We are not dealing with more or less aged polemics, we are not interested in interminable squabbles, sterilized by the very structure of public dispute, where we end up defending at all costs one thesis against the others, when it is instead a question of multiplying our forces to understand and fight, to collaborate to clarify ourselves, to speak a common language, to progressively represent a less isolated proletarian voice in an increasingly asphyxiating bourgeois world.

 

The attitude of those who believe that the authentic communist program has appeared in an apocalypse, a revelation, once and for all in perfect organic totality, and is held – it goes without saying – by one’s part; that will therefor be recognized sooner or later by the revolutionaries and then by the proletariat as a whole – is of little concern to us. Likewise, we will not follow those who conceive the political debate as a clash on verse x of the newspaper y published n years ago, because that comma was damned out of place. We have other things to do, because we think there are other things to do. The spirit of the Bolsheviks moves us in this:

 

“We are marching in a compact group along a precipitous and difficult path, firmly holding each other by the hand. We are surrounded on all sides by enemies, and we have to advance almost constantly under their fire. We have combined, by a freely adopted decision, for the purpose of fighting the enemy, and not of retreating into the neighboring marsh, the inhabitants of which, from the very outset, have reproached us with having separated ourselves into an exclusive group and with having chosen the path of struggle instead of the path of conciliation. And now some among us begin to cry out: Let us go into the marsh! And when we begin to shame them, they retort: What backward people you are! Are you not ashamed to deny us the liberty to invite you to take a better road! Oh, yes, gentlemen! You are free not only to invite us, but to go yourselves wherever you will, even into the marsh. In fact, we think that the marsh is your proper place, and we are prepared to render you every assistance to get there. Only let go of our hands, don’t clutch at us and don’t besmirch the grand word freedom, for we too are “free” to go where we please, free to fight not only against the marsh, but also against those who are turning towards the marsh!” (4)

 

In this issue of the revue you will find a contribution to the critical framework of the corona-virus phenomenon, within the epochal crisis of capitalist society.
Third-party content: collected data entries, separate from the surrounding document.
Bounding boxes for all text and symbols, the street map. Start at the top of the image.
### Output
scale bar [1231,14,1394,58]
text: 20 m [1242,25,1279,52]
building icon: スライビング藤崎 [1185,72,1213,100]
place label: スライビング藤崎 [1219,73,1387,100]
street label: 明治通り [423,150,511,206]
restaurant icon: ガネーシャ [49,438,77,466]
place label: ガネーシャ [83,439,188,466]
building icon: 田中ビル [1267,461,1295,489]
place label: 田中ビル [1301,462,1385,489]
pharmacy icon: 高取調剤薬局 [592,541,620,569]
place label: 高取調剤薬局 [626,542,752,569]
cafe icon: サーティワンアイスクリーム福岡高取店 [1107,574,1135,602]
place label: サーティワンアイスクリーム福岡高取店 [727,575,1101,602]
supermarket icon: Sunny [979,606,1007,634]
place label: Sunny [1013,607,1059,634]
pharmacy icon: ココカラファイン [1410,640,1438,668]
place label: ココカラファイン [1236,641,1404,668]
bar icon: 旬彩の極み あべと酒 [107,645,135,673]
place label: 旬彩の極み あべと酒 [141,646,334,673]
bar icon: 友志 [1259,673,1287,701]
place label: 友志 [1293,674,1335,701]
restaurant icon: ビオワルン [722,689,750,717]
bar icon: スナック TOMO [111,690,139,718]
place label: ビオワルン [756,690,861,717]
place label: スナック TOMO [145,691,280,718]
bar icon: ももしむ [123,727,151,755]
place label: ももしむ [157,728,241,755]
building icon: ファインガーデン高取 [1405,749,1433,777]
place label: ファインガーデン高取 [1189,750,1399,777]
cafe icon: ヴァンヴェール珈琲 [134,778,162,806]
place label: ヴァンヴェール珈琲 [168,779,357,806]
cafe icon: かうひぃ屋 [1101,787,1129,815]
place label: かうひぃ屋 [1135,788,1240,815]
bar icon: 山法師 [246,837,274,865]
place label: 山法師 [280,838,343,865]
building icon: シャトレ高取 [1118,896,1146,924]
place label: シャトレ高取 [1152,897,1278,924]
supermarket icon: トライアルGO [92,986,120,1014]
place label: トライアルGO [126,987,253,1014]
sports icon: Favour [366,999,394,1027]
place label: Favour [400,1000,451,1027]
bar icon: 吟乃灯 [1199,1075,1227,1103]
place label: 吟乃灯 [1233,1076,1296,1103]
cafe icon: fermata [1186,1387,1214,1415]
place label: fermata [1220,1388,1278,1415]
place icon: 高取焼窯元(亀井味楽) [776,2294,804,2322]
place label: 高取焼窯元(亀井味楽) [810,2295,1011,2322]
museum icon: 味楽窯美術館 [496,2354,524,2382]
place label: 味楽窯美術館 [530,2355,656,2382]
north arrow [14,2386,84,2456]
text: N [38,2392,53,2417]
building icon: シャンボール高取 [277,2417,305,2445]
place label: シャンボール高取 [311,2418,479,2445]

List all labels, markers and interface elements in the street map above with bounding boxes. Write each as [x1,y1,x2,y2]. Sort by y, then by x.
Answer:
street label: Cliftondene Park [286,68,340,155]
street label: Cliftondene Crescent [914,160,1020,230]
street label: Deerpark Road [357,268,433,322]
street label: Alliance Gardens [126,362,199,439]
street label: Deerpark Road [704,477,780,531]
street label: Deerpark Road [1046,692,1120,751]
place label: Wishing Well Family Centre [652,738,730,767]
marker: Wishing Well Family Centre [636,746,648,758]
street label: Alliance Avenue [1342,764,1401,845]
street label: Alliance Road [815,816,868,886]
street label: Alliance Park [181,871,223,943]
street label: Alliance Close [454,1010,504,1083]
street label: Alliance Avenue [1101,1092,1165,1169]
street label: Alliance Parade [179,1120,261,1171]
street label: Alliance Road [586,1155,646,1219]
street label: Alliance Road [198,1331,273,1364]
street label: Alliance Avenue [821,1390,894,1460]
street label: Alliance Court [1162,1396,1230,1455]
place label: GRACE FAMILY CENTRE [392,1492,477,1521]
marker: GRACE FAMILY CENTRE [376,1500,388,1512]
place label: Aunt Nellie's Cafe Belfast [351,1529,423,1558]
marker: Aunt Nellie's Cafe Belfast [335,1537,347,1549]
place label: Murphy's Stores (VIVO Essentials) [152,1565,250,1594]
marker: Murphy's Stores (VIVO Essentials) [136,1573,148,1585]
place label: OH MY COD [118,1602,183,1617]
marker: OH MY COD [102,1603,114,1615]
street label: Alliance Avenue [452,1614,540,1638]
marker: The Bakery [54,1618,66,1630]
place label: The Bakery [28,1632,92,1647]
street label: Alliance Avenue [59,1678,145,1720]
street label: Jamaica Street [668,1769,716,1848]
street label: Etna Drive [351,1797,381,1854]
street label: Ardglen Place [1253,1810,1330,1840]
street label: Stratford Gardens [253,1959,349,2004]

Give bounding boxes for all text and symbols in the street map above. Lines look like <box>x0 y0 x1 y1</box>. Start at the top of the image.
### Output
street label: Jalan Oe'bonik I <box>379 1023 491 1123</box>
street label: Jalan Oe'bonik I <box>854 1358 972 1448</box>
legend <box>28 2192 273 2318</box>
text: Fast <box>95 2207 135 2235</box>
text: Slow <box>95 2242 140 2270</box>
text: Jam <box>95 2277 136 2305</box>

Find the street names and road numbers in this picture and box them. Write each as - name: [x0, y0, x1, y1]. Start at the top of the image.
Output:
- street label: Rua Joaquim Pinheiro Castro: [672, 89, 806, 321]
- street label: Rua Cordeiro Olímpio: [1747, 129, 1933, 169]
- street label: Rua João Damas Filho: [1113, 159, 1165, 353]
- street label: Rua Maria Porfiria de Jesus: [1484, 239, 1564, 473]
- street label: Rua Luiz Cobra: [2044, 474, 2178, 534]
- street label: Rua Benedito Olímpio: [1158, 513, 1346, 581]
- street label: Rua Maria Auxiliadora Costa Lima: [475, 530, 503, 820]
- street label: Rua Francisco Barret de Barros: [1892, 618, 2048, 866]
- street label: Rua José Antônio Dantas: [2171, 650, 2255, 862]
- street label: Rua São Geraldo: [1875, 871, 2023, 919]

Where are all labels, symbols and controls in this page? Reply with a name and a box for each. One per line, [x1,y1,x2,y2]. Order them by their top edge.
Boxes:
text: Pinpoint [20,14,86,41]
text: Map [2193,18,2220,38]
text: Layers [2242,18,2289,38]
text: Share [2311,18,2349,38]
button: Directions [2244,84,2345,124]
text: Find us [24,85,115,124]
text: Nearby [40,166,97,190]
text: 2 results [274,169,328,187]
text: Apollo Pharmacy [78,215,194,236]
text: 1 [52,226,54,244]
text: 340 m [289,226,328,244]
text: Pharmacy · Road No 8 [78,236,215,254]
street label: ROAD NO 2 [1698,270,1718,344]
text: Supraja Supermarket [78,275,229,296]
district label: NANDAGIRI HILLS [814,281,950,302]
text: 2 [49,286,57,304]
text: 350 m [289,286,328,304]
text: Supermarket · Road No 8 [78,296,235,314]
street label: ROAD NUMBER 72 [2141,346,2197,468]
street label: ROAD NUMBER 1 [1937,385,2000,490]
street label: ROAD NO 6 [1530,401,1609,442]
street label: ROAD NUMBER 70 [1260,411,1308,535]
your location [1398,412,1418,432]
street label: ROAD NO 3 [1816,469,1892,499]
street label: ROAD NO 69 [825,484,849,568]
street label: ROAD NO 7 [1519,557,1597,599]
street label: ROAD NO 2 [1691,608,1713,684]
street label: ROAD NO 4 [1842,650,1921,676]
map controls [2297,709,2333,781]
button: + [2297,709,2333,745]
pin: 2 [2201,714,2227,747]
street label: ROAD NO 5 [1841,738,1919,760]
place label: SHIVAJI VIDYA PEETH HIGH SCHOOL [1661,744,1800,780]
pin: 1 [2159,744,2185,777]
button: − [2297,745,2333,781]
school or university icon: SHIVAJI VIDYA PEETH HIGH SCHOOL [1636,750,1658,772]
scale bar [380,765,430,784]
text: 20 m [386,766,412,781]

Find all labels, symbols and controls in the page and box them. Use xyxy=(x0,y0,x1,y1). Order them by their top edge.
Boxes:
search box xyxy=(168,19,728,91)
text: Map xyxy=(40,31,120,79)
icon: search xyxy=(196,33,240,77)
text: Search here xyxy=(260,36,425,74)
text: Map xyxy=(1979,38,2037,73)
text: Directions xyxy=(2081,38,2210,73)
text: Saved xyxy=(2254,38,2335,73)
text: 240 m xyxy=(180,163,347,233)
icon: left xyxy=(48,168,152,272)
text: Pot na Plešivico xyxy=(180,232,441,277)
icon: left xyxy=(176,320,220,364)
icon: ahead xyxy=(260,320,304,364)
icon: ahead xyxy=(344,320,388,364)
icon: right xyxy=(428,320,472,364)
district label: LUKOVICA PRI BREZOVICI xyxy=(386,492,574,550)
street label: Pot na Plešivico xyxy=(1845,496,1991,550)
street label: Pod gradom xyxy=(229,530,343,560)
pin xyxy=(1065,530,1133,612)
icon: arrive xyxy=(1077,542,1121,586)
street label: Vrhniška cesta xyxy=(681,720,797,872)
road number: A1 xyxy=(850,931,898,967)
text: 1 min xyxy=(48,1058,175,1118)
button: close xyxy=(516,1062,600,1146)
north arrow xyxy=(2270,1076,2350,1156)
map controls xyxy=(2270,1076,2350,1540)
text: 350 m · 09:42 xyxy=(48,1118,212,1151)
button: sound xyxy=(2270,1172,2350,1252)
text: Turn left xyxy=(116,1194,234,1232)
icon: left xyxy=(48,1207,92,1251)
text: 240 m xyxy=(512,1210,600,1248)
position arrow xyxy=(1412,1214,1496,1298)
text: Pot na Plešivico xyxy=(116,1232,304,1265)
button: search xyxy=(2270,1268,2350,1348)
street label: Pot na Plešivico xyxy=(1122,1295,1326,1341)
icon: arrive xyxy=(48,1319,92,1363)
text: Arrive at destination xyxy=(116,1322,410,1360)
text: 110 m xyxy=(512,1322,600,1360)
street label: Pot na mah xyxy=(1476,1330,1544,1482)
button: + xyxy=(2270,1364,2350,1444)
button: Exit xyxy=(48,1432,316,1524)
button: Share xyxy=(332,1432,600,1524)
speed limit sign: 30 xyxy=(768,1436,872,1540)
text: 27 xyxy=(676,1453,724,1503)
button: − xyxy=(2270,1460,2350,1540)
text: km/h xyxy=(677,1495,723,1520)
It wants to be part of a wider confrontation [debate], firm on the foundations of the new materialism, capable of looking at the present and the future with a renewed and more acute look. We count on meeting other companions with the same perspective on this ground.

 

Mario Lupoli, I.O.D., 05 July 2020

 

Notes

1 V.I. Lenin, What is to be done? (Burning questions of our movement) (1902).

2 Karl Marx, Theses On Feuerbach (1845)

3 D-M-D’ no. 15, May 2020. (Italian language)

4 V.I. Lenin, ‘What is to be done?’ (1902); I. Dogmatism And “Freedom of Criticism”.